The LFS initiative is a community that is passionate about harnessing the knowledge of smallholders and creating a participatory space for stimulating and sharing the innovations and experimentations going on around the globe. Using a variety of technologies and media that are accessible and appropriate for smallholders, we work alongside farmer innovators and farmer-led networks to tap into the grassroots knowledge systems at play and share them with the world.
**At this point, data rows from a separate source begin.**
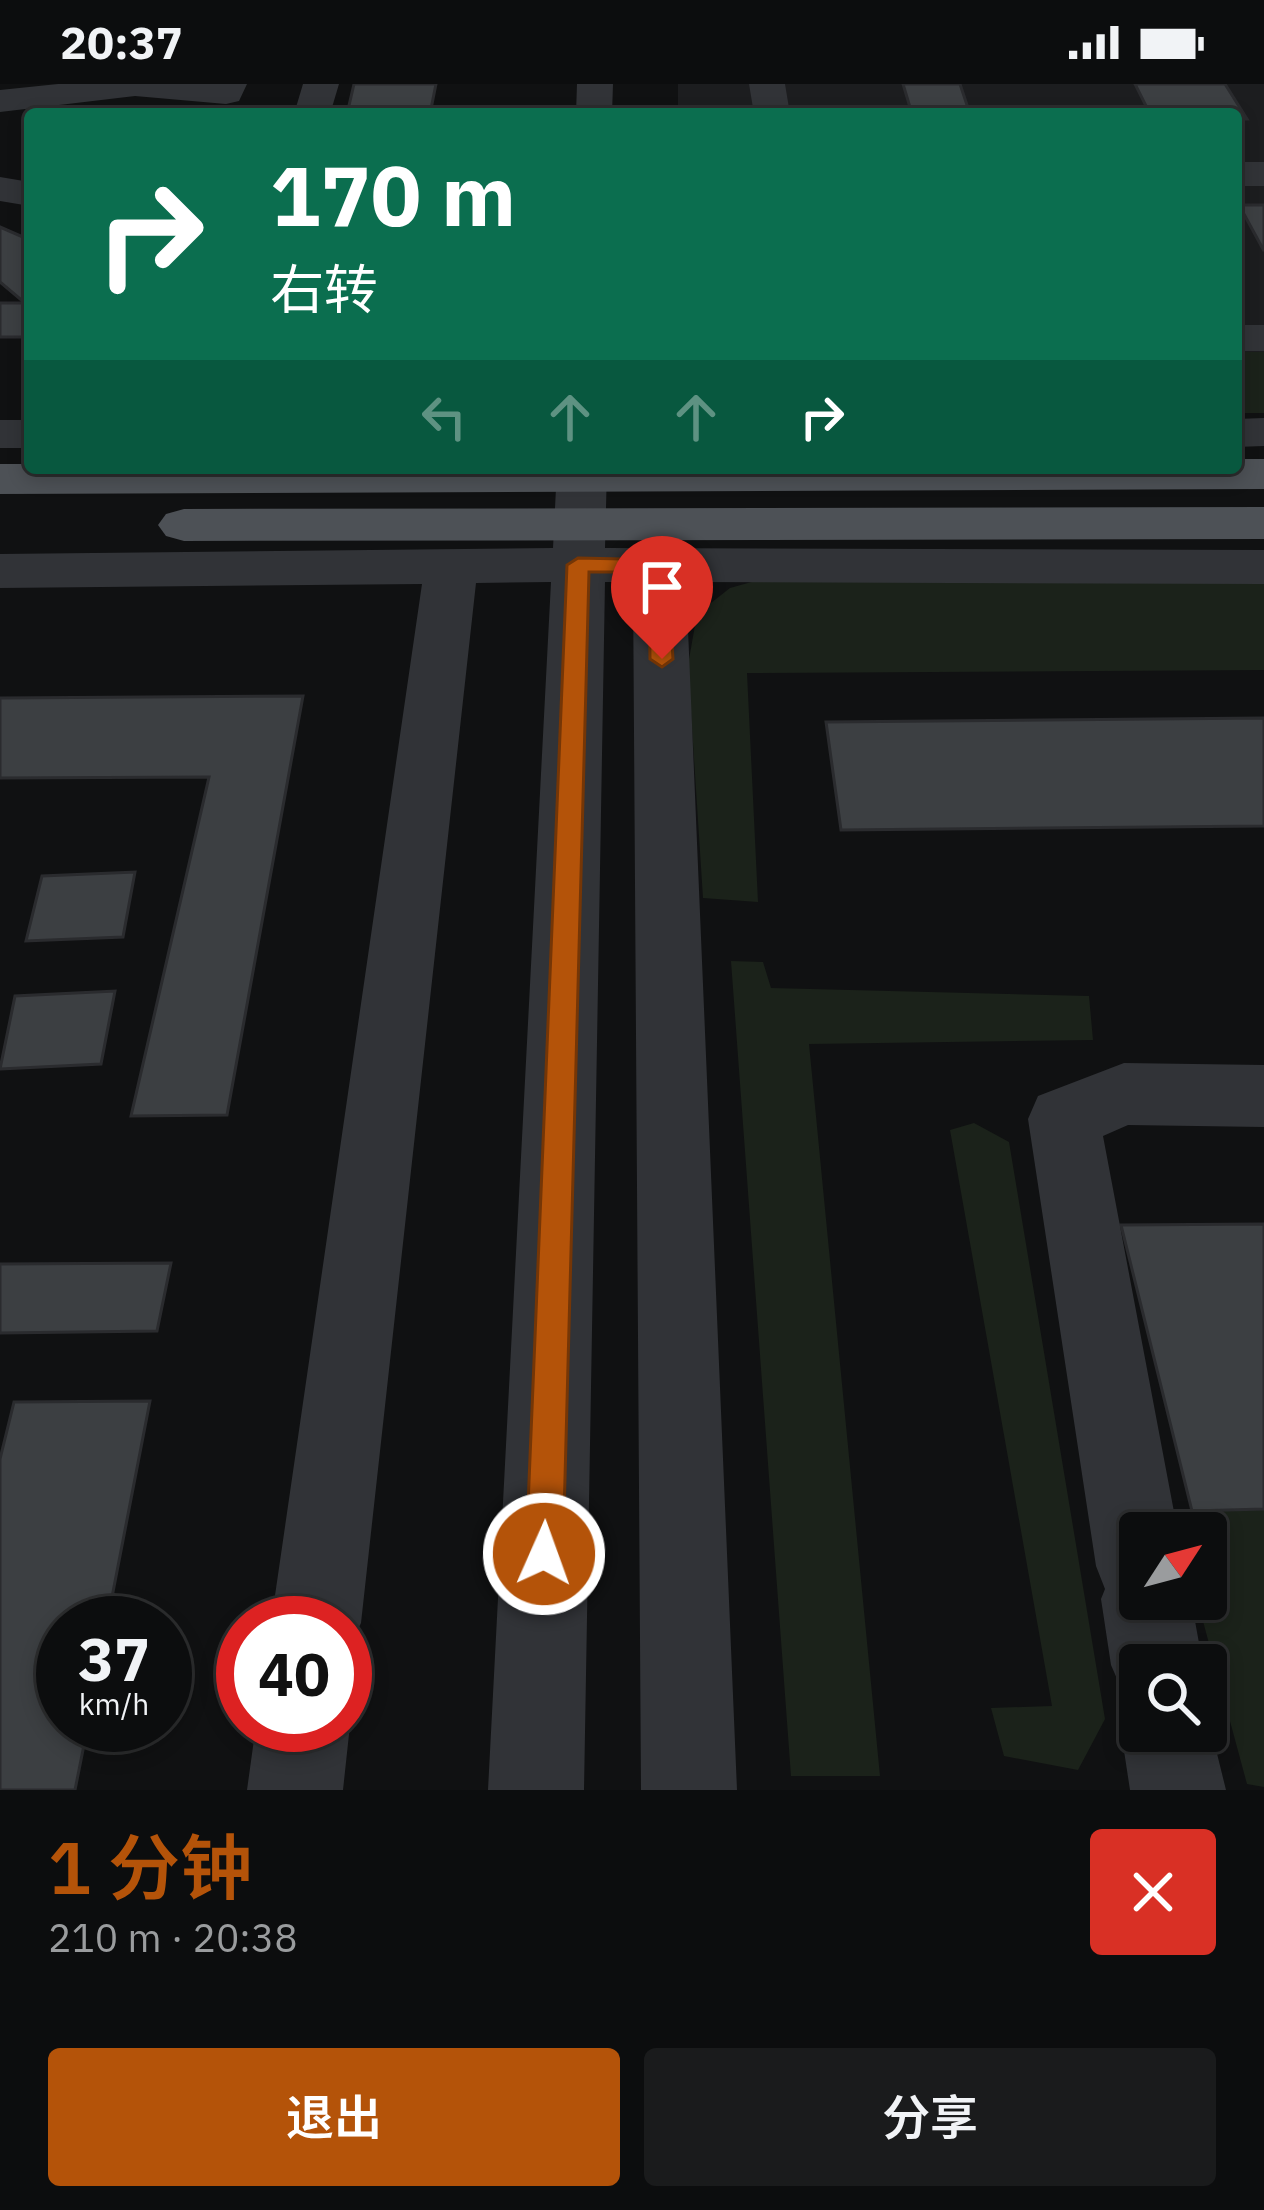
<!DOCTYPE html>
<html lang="zh">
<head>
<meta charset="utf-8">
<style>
  body { margin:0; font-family:"IBM Plex Sans","Noto Sans SC",sans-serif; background:#1a1b1c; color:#f1f3f6; height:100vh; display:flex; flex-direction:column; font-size:45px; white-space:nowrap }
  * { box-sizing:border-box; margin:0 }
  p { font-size:39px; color:#9a9c9e }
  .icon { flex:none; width:66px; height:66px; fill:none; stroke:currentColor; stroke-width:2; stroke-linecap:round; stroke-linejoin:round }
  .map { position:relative; height:1706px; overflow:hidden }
  .details { display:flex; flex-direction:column; background:#0c0d0e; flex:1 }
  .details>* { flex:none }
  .guide { position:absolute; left:24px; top:24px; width:1218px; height:366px; border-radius:12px; box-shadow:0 6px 18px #0003,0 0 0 3px #2c2d2e; background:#0b6e4f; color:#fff; overflow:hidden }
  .needle { width:78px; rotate:54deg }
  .buttons { position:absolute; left:1119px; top:1428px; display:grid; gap:24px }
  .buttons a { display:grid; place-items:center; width:108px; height:108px; border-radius:12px; background:#0c0d0e; box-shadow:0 6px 18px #0003,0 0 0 3px #2c2d2e; font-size:60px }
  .speed { position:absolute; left:36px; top:1512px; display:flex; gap:24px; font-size:60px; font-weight:700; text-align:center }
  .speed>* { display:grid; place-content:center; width:156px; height:156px; border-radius:50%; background:#0c0d0e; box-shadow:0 6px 18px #0003,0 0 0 3px #2c2d2e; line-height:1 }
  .speed small { font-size:30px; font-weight:400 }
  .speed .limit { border:18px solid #d22; background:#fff; color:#111 }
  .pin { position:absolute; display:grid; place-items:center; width:102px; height:102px; color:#fff; margin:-123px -51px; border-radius:50% 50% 50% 0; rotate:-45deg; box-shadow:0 0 12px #0007 }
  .pin .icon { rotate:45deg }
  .me { position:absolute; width:132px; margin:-66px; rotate:2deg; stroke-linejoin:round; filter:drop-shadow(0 0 9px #0008) }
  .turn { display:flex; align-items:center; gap:42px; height:252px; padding:0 48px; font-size:54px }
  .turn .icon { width:156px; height:156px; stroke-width:2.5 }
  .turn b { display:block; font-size:84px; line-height:102px }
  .lanes { display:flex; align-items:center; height:114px; padding:0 48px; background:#0003; justify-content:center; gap:60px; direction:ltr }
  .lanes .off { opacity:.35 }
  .round { display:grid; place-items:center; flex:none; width:126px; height:126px; border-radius:12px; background:#1a1b1c }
  .overview { display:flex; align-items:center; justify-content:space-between; height:204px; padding:0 48px }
  h1 { font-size:72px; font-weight:600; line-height:90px; color:#b45309 }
  .action { display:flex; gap:24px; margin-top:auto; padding:24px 48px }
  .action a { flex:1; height:138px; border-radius:12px; background:#b45309; color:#fff; font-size:48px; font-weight:600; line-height:138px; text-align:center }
  .action a+a { background:#1a1b1c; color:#f1f3f6 }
  .status { display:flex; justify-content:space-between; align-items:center; height:84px; padding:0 60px; background:#0c0d0e; direction:ltr }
  .status svg { height:33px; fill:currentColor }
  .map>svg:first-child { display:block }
  .built { fill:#1c1d1f }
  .green { fill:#1b221a }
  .building { fill:#3c3f42; stroke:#2a2b2e; stroke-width:3 }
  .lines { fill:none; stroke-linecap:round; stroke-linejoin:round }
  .minor { fill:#313337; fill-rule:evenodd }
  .major { fill:#4d5156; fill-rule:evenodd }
  .route { fill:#b45309; stroke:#753606; stroke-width:3 }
</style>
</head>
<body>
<div class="status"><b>20:37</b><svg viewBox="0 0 49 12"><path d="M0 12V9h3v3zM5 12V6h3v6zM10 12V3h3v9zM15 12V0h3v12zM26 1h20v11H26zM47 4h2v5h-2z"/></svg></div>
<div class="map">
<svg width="1264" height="1706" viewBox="0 0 1264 1706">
  <rect width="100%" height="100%" fill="#101112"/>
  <polygon class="built" points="678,0 1264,0 1264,319 1236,319 1236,30 678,30"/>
  <g class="green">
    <polygon points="1264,268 1264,329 1236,329 1236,268"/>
    <polygon points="777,491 1264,494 1264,586 747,589 758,818 703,814 688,581 697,530 730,504"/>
    <polygon points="731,877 763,878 771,904 1089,912 1093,956 809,960 880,1692 791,1692"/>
    <polygon points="974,1039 1009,1058 1105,1635 1078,1686 1004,1672 991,1624 1052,1622 950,1046"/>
    <polygon points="1264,1425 1264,1703 1247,1700 1197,1515 1206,1515 1206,1449 1180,1449 1174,1427"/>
  </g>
  <g class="building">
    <polygon points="354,0 436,0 430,30 347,30"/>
    <polygon points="903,0 960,0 970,30 912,30"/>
    <polygon points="1135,0 1225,0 1247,35 1236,35 1236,30 1150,30"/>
    <polygon points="1239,121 1264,121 1264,167"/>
    <polygon points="0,143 30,156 30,253 0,253 0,219 25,219 0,198"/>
    <polygon points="303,612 227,1031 131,1032 209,693 0,694 0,614"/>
    <polygon points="1264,634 1264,742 841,746 826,638"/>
    <polygon points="135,788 123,853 26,857 42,792"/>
    <polygon points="115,907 101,980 0,985 15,912"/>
    <polygon points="1264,1140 1264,1425 1192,1427 1121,1141"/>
    <polygon points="171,1179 157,1247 0,1249 0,1180"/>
    <polygon points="150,1317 107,1539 63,1539 63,1641 88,1641 75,1706 0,1706 0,1375 14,1318"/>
  </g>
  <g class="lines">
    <g class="minor">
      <polygon points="58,0 247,0 239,17 226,20 135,12 0,28 0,6"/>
      <polygon points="303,0 339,0 330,30 294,30"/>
      <polygon points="577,0 613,0 612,30 576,30"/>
      <polygon points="749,0 785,0 790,30 754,30"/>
      <rect x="1236" y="78" width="28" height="24"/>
      <polygon points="0,93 30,98 30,122 0,117"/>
      <rect x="1236" y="241" width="28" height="26"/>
      <polygon points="1264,334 1264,362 1236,363 1236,335"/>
      <rect x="0" y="336" width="30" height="28"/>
      <polygon points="557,384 607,384 605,464 1264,466 1264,500 686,498 737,1706 641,1706 633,498 605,498 584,1706 488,1706 551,498 476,499 361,1539 345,1572 345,1539 271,1539 422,500 0,504 0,470 553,464"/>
      <polygon points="1124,979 1264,981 1264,1043 1128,1041 1103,1052 1178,1449 1140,1449 1140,1515 1191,1515 1203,1581 1140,1581 1140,1647 1206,1647 1206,1625 1226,1706 1130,1706 1121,1647 1133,1617 1125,1613 1111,1581 1101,1515 1105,1505 1096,1482 1028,1035 1038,1012"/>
      <polygon points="345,1629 350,1641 343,1706 247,1706 256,1641 345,1641"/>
    </g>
    <g class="major">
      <polygon points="1236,375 1264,375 1264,405 0,410 0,380 30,380 30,384 1236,384"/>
      <polygon points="1264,423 1264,455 184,457 166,452 158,441 166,430 184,425"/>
    </g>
  </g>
  <polygon class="route" points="578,474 667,476 673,575 662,583 650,575 649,488 589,488 563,1470 557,1483 544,1488 532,1483 526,1470 567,481"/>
</svg>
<div class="buttons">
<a><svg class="needle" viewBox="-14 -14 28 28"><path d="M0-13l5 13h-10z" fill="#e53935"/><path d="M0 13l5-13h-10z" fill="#9a9c9e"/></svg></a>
<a><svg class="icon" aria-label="search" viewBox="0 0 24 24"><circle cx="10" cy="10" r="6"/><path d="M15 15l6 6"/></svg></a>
</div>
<div class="speed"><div>37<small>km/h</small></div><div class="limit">40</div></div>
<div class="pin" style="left:662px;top:575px;background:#d93025"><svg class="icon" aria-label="arrive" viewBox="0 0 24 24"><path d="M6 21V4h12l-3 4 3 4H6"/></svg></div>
<svg class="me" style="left:544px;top:1470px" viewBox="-20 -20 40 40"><circle r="17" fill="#b45309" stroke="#fff" stroke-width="3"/><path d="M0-11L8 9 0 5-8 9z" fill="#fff"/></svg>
<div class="guide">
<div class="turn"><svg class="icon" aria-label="right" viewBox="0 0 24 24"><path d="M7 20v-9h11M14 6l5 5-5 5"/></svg><div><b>170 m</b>右转</div></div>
<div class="lanes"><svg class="icon off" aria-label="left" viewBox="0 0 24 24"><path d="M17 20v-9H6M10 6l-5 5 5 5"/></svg><svg class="icon off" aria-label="ahead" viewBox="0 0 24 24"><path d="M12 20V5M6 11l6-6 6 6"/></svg><svg class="icon off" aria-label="ahead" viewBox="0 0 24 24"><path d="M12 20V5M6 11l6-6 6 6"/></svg><svg class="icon" aria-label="right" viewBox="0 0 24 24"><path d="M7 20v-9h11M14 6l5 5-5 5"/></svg></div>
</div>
</div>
<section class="details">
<div class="overview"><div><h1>1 分钟</h1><p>210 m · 20:38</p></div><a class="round" style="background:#d93025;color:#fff"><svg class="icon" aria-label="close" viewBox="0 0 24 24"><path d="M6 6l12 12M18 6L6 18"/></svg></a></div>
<div class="action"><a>退出</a><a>分享</a></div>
</section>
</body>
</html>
The LFS initiative is as much about inspiring as it is about informing. Agriculture is a complex and multidimensional system. Farmers don’t just face technical or informational challenges; in fact they more commonly face socio-cultural and economic threats to their livelihood. LFS therefore equally prioritizes both farmers’ techniques and farmers’ stories because there is no environmental justice without social justice. We work using participatory documentation approaches—such as Participatory Video and Farmer-Led Documentation—ensuring communities can tell their own stories in their own words. We’ve learned it’s not enough to document and provide access to innovations though; which is why we work with partners to develop participatory agendas around them so smallholder knowledge can be appropriately blended with modern science—something the agroecology movement calls for.


The LFS is an open, centralizing, and interoperable platform that simultaneously inspires, connects, and leverages the knowledge of the grassroots. Using technologies as a tool, we work to unite a global community of innovators and their allies in attempt to bring farmers back to the forefront of agriculture. LFS is not only farmer centric it is farmer driven. Farmers are involved at all levels of this initiative from technology design to governance: they are building and defining the LFS, creating the world’s first smallholder-owned digital space. Information Communications Technologies (ICTs) play an increasingly important role in the work of farmers. Application of ICTs in agriculture and rural development is now seen as one of the best ways to get young people into the sector and help meet market demands; and yet farmers play no part in designing these systems. LFS provides an opportunity for farmers to lead ICTs in ways that are relevant to their livelihoods, cultures, environments, and social conditions.

We believe that changing our food system from one that is industrial to one controlled by farmers starts with igniting the wealth of knowledge alive in the world’s smallholders. Please join us in advancing and inspiring a culture of innovation driven by farmers.